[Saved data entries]
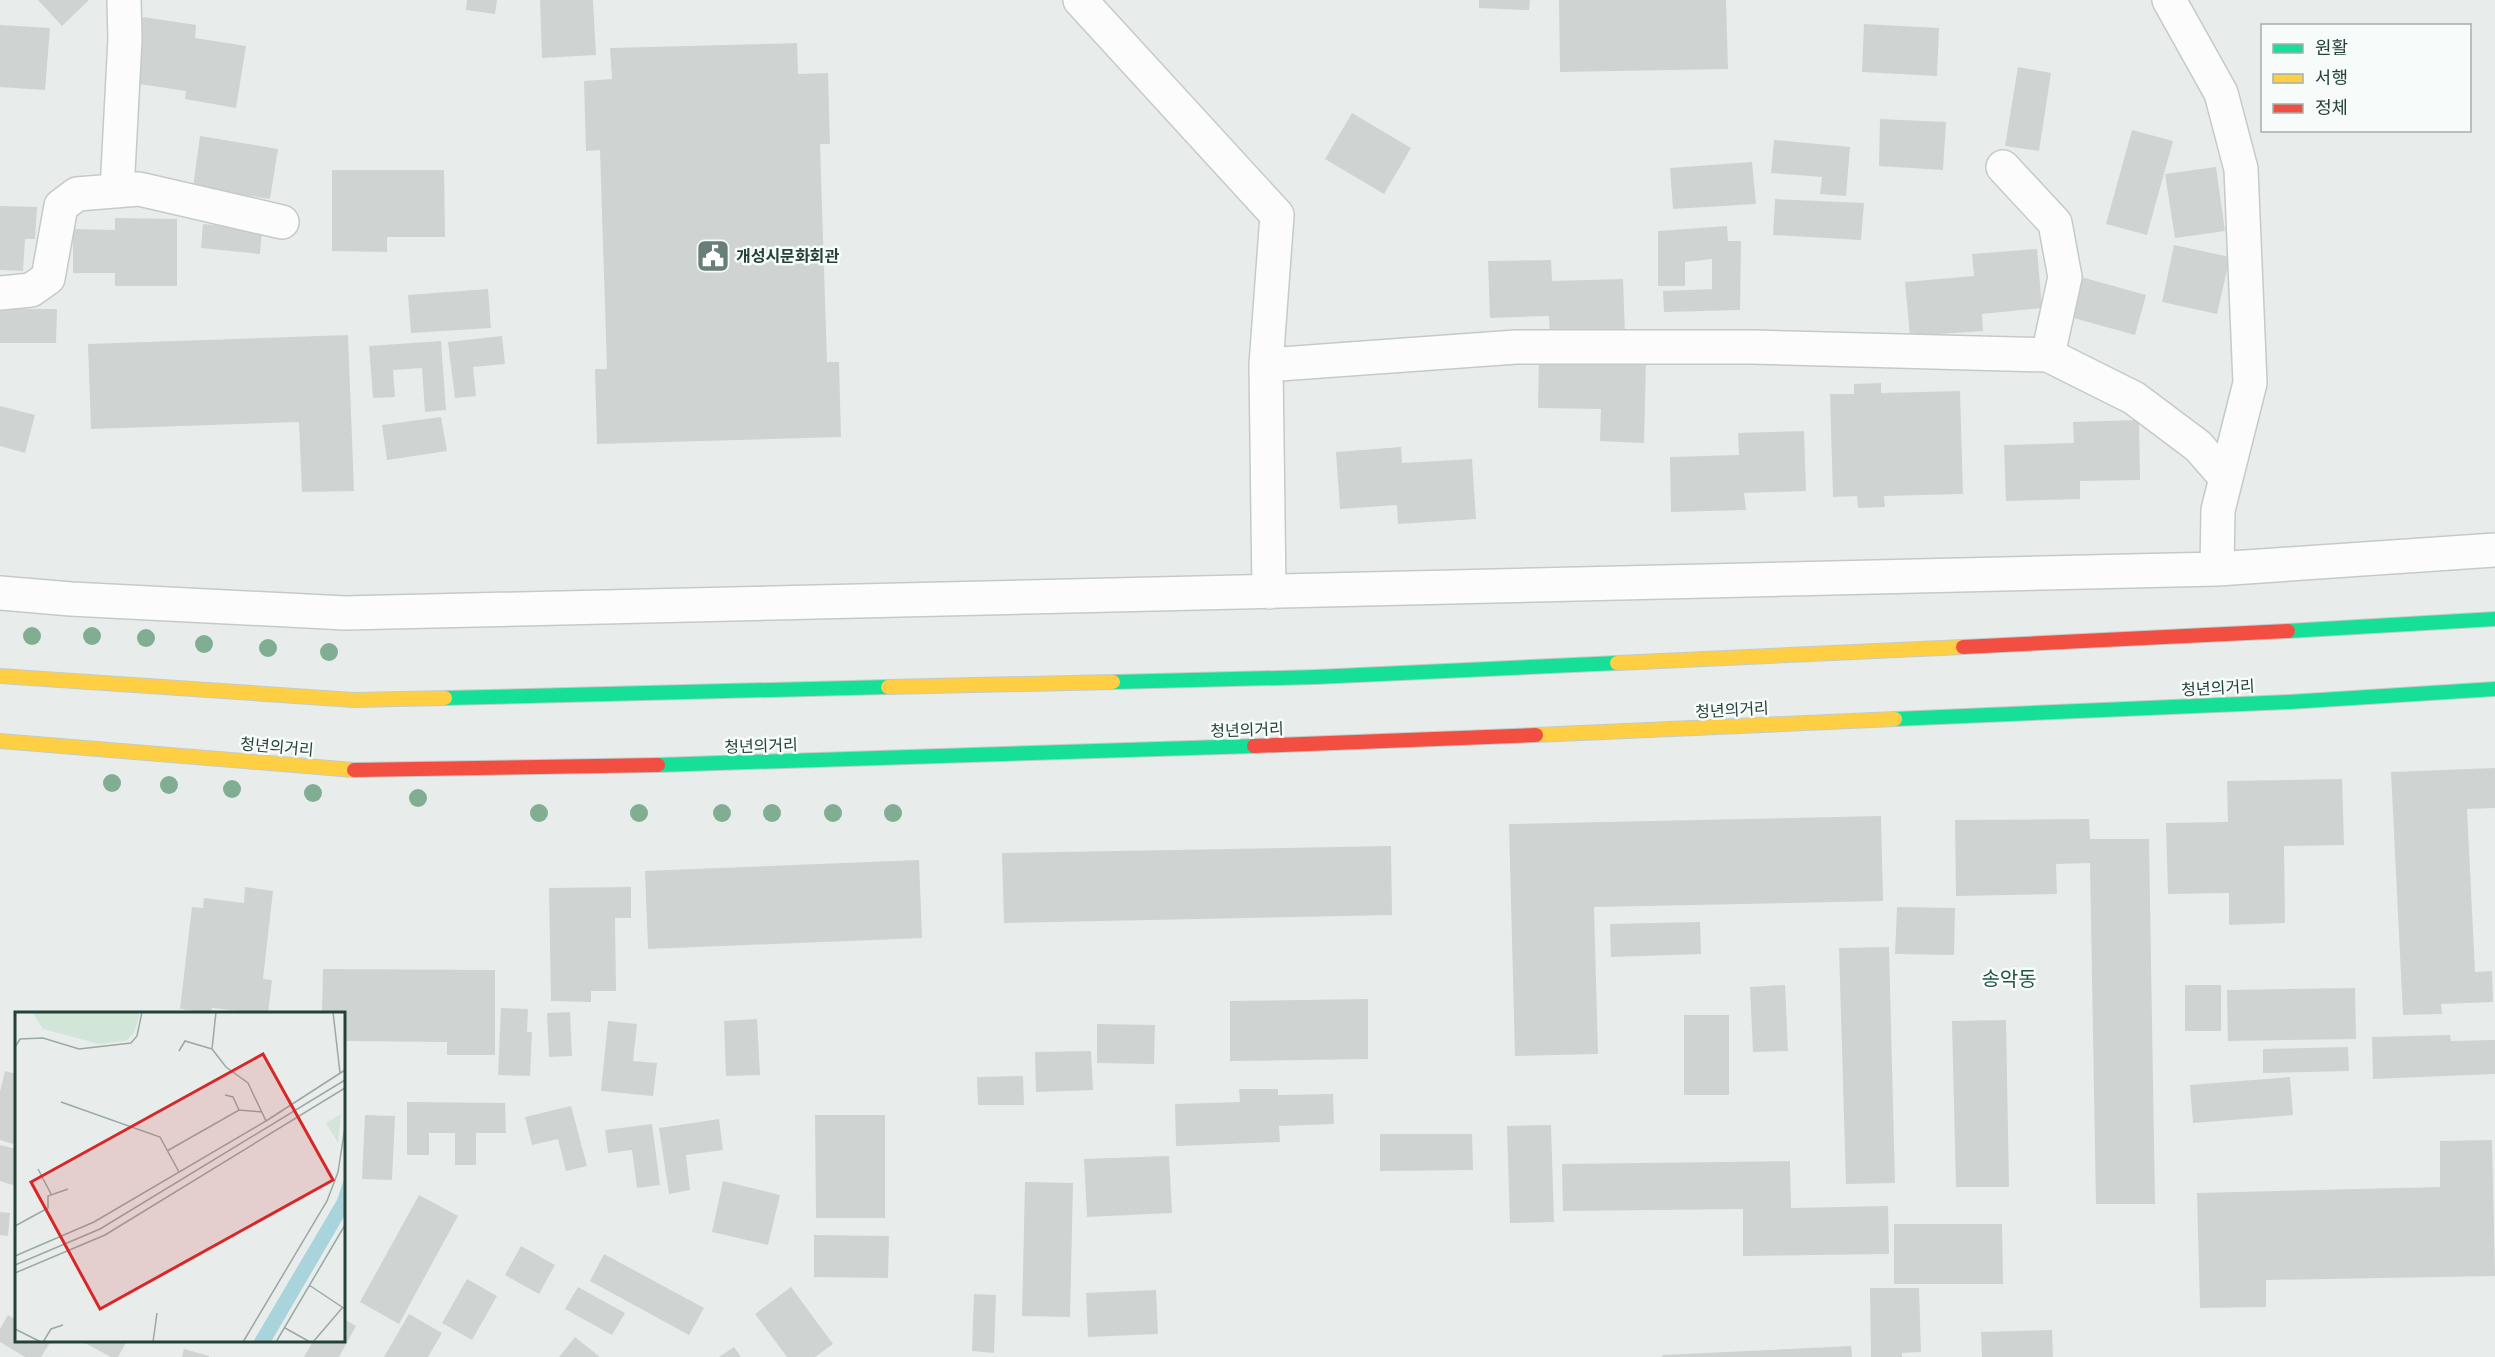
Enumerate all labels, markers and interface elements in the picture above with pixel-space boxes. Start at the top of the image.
legend [2261,24,2471,132]
text: 원활 [2315,37,2348,59]
text: 서행 [2315,67,2348,89]
text: 정체 [2315,97,2348,119]
public building icon: 개성시문화회관 [695,238,731,274]
place label: 개성시문화회관 [736,247,839,266]
street label: 청년의거리 [2181,677,2255,699]
street label: 청년의거리 [1695,699,1769,721]
street label: 청년의거리 [1210,719,1284,741]
street label: 청년의거리 [240,734,314,760]
street label: 청년의거리 [724,735,798,757]
district label: 송악동 [1981,967,2037,991]
inset map [15,1012,345,1342]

▸ **Exercise directions**
Each line above must be set down exactly, though no picture should be carried over.

▸ **The completed task**
Enumerate all labels, markers and interface elements in the picture above with pixel-space boxes. Start at the top of the image.
legend [2261,24,2471,132]
text: 원활 [2315,37,2348,59]
text: 서행 [2315,67,2348,89]
text: 정체 [2315,97,2348,119]
public building icon: 개성시문화회관 [695,238,731,274]
place label: 개성시문화회관 [736,247,839,266]
street label: 청년의거리 [2181,677,2255,699]
street label: 청년의거리 [1695,699,1769,721]
street label: 청년의거리 [1210,719,1284,741]
street label: 청년의거리 [240,734,314,760]
street label: 청년의거리 [724,735,798,757]
district label: 송악동 [1981,967,2037,991]
inset map [15,1012,345,1342]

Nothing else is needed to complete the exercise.